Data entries
=====

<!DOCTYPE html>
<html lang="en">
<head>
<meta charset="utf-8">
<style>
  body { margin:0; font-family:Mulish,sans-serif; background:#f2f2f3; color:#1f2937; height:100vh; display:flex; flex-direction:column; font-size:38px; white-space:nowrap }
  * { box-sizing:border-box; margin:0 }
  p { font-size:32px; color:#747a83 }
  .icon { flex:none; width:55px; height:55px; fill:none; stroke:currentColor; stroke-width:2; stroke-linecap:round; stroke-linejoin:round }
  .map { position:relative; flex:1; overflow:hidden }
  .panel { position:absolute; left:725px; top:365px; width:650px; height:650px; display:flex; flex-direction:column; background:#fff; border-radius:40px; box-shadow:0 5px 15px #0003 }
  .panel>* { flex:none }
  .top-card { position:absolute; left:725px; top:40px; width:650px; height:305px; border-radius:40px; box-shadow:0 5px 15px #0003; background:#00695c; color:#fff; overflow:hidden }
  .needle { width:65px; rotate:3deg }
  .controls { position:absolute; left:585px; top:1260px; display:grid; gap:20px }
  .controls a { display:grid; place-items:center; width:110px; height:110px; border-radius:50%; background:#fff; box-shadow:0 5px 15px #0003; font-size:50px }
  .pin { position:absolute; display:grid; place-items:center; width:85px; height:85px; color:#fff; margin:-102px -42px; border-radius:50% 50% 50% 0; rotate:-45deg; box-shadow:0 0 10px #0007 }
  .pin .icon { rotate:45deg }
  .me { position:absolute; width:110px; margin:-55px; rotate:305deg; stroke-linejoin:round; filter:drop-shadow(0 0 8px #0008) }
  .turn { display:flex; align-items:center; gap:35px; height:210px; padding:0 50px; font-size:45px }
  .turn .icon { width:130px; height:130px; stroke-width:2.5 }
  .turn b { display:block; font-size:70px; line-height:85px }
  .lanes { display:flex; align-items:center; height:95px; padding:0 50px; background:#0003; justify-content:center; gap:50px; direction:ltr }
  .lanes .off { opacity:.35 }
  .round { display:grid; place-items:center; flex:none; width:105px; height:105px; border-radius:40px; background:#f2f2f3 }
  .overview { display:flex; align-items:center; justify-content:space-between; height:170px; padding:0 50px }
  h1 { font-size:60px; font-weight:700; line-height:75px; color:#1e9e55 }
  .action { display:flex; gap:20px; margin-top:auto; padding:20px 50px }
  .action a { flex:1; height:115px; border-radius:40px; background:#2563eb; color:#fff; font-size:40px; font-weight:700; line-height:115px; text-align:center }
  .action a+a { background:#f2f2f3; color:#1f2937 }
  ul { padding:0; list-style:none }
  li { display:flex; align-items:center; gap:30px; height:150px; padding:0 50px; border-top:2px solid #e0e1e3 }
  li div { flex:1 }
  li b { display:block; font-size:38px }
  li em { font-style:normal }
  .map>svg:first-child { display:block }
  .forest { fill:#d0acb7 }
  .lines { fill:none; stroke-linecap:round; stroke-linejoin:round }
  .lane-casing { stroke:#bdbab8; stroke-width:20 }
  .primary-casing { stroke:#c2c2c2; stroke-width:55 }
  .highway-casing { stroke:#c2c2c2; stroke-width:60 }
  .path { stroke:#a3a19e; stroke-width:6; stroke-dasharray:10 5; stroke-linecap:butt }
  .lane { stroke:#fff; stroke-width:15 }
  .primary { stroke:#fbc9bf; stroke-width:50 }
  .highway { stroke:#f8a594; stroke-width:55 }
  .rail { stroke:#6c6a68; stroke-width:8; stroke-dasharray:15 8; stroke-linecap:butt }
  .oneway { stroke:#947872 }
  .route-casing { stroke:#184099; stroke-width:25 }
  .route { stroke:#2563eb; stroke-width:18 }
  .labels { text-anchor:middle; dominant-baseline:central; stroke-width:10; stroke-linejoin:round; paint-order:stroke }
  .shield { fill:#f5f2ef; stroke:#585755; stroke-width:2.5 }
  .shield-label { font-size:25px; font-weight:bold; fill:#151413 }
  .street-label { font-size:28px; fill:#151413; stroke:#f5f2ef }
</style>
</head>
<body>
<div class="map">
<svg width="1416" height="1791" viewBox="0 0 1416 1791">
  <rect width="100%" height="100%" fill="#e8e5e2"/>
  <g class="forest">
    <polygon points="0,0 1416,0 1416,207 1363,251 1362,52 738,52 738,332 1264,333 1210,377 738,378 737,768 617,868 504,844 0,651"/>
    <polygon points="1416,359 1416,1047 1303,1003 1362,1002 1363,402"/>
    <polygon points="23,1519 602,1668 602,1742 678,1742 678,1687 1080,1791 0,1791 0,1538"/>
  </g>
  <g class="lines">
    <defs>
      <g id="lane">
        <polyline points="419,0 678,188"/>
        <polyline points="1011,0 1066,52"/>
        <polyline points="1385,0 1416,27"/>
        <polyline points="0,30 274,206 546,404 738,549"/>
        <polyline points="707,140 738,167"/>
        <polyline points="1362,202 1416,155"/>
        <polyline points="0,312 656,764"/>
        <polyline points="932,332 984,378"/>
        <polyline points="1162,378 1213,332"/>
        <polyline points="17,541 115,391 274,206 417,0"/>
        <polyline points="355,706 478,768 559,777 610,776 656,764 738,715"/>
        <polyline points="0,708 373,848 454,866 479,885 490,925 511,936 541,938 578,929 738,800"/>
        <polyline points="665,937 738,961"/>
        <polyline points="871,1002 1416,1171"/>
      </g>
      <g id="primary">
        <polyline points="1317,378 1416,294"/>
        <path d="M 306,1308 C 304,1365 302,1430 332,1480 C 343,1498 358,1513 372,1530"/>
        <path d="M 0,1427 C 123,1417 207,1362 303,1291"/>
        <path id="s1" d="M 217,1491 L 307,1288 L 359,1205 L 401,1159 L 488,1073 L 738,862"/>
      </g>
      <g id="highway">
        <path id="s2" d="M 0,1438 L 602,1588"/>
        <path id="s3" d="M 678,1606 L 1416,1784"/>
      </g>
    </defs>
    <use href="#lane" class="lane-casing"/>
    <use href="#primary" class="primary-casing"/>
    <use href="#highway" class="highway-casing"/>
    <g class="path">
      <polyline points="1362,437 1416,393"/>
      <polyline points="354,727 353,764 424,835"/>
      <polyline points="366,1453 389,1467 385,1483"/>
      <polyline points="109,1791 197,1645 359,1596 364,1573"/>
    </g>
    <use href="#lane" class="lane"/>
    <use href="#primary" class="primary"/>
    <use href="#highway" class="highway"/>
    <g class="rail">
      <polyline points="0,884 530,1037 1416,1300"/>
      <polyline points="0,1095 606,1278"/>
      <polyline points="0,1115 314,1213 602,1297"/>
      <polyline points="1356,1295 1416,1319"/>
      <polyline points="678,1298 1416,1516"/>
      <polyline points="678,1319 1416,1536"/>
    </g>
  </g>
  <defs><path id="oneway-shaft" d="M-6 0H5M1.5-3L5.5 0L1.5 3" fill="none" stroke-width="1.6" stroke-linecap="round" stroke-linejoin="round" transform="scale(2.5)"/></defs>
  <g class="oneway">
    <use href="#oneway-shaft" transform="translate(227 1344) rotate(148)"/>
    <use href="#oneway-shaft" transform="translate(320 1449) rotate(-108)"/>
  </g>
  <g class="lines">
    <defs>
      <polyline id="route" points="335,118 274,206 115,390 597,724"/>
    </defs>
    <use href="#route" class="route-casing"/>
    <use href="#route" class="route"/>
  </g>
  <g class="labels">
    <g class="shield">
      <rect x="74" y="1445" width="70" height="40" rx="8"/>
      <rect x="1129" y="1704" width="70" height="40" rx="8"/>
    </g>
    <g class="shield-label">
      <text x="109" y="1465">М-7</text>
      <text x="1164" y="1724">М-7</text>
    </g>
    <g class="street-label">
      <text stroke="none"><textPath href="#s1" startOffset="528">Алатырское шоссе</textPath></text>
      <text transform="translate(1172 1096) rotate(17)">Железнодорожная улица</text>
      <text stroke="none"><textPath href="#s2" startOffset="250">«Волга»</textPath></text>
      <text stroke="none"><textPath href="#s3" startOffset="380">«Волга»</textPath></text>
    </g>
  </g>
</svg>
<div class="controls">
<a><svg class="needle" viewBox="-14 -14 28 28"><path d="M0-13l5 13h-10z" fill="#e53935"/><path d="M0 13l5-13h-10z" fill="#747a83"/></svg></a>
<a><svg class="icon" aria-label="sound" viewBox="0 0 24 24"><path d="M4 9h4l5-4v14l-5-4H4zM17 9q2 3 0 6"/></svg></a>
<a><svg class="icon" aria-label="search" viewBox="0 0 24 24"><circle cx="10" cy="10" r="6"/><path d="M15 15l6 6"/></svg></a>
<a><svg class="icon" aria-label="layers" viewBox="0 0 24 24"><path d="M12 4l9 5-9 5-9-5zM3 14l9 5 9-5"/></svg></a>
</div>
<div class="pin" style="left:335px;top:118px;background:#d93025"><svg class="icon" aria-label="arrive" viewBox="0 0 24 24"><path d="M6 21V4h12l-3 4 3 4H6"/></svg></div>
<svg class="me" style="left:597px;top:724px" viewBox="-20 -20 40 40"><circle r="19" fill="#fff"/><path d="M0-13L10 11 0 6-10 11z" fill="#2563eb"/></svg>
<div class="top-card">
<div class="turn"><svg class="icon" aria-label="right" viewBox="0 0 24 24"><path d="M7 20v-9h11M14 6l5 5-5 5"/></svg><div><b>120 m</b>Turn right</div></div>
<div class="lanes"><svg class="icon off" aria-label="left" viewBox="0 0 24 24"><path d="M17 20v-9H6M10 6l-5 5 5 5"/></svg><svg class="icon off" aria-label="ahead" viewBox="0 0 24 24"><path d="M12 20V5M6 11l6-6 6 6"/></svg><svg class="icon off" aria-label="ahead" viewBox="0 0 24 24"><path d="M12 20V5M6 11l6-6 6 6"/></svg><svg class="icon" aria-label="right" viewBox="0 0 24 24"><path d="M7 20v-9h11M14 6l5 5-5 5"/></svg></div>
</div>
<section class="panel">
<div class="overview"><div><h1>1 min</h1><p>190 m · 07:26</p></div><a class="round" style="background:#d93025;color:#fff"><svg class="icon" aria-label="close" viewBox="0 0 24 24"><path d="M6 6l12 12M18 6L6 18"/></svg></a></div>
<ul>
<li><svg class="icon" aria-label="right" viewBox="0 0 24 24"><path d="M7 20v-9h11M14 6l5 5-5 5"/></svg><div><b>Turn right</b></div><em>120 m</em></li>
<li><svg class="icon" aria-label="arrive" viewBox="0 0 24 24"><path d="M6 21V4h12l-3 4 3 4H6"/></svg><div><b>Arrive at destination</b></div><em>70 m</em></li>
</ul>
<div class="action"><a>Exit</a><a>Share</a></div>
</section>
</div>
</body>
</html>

=====

- [Instructions for the task]: If a line above includes the string "overflow", pick it out.

- [Result of the exercise]:
  .map { position:relative; flex:1; overflow:hidden }
  .top-card { position:absolute; left:725px; top:40px; width:650px; height:305px; border-radius:40px; box-shadow:0 5px 15px #0003; background:#00695c; color:#fff; overflow:hidden }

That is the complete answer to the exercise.